On 09/09/16 11:55, Ferenc Kovacs wrote:

>> Most sites will skip whole major versions of updates simply
>> becuase their production system IS working ...
> 
> usually it is easier to migrate in multiple smaller steps, but of course
> there are people who will do the one big upgrade.

Many of the sites I work on had not managed to complete testing and
re-writing of systems for W7 when XP was end of lifed. So XP is still
running on critical systems. The work done to move to W7 fails again on
W10 so once again the whole process has to be repeated. My PHP code
running on those sites goes back to the late 1990's and is still doing
the job it needs to do. The problem with 'smaller steps' is you need to
have the resources to complete on step before the next one rolls up, and
in the 'bad old days' when PHP fixes were slow to appear it WAS possible
to keep up. Today PHP5.3->4 is STILL a hold up for these sites when
there are so many other updates to keep track of. If I could wave a
magic wand and every legacy system just worked on the next 'small step' ...

>> Back to PEAR ... what happens if I simply install a copy of composer
>> centrally and rename it 'PEAR'. composer.phar simply gets installed
>> centrally and any new tech has access without having to install their
>> own copy.
> 
> as I and others mentioned before composer does user/system wide
> installations: https://getcomposer.org/doc/03-cli.md#global but not sure
> what do you mean renaming it to PEAR, they have different command line
> format, etc. you can't just rename it and expect it to work.

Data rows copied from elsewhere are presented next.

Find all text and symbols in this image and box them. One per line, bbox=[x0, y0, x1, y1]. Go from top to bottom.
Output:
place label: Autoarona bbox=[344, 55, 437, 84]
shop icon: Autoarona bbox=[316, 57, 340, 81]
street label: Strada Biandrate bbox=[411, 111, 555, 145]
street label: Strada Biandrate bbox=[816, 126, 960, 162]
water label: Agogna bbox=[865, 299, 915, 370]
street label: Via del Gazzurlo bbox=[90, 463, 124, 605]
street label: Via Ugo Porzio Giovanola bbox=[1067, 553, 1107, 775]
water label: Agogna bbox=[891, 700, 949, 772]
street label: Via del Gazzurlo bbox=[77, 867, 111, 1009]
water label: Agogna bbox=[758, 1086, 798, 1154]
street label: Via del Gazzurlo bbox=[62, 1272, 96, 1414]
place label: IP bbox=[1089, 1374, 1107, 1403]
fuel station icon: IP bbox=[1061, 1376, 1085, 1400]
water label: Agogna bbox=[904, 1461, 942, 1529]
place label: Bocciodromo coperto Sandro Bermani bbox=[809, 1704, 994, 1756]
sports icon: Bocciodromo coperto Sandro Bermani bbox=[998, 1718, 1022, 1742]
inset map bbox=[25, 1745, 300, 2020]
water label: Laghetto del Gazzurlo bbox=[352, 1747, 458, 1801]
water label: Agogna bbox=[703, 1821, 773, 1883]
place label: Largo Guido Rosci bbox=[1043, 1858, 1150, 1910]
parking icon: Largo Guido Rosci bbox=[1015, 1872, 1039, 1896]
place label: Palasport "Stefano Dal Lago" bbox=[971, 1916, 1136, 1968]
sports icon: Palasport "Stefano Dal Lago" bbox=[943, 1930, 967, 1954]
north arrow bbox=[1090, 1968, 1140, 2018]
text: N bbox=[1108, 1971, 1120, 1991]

As I said elsewhere ... just the idea that installing PHP_CodeSniffer
and similar tools in the same central manor that PEAR makes them
available could be an alternative base.

>> As with Git/Hg users can have their own play areas USING
>> composer, but to be honest from a safety point of view one knows that
>> the version of composer being run has not been infected with some
>> injection mechanism. We keep going on about validating the PHP code
>> against malicious attack, but the whole framework is open to that?
> 
> not sure I follow what are you trying to say here, so from the past your
> devs were not allowed to add new PEAR dependencies, but someone else did
> that for them? and now you are afraid that if you introduce composer they
> will install random packages they will introduce something malicious?
> First, if adding PEAR packages was a burden in the past, I'm fairly sure
> that you have a couple of PEAR packages just manually committed to you
> repository as part of your project.
> with composer you don't push your dependencies to your repository, but with
> the composer.lock you can guarantee that installing the dependencies will
> be reproducible and you can scan/review your dependencies either
> periodically or on-demand when your composer.lock has been changed.
> also, if you want, you can opt-out from using https://packagist.org/ and
> either explicitly use git trusted git repositories as package source, or
> even use your own trusted mirrors.
> but this isn't a topic for internals@, but more suited for
> https://groups.google.com/forum/#!forum/composer-users

That a user can 'just install' their own copy of something is the
problem once one moves to the production environment. And yes just
adding or updating any library to a production system needs to be
properly managed. If the default installation of PHP provides for a
default way of adding extensions and user land code it should be to the
default installation of PHP. Off the shelf, composer is not following
that model even for the initial installation of the code, so is out of
sync with the CURRENT installation model of PHP. Now the current model
may well be old fashioned, but there is no clear alternative to replace
it, so if an element of that model such as PEAR needs to be replaced
with an alternative such as composer, the alternative should be used in
a manor that fits the overall installation model?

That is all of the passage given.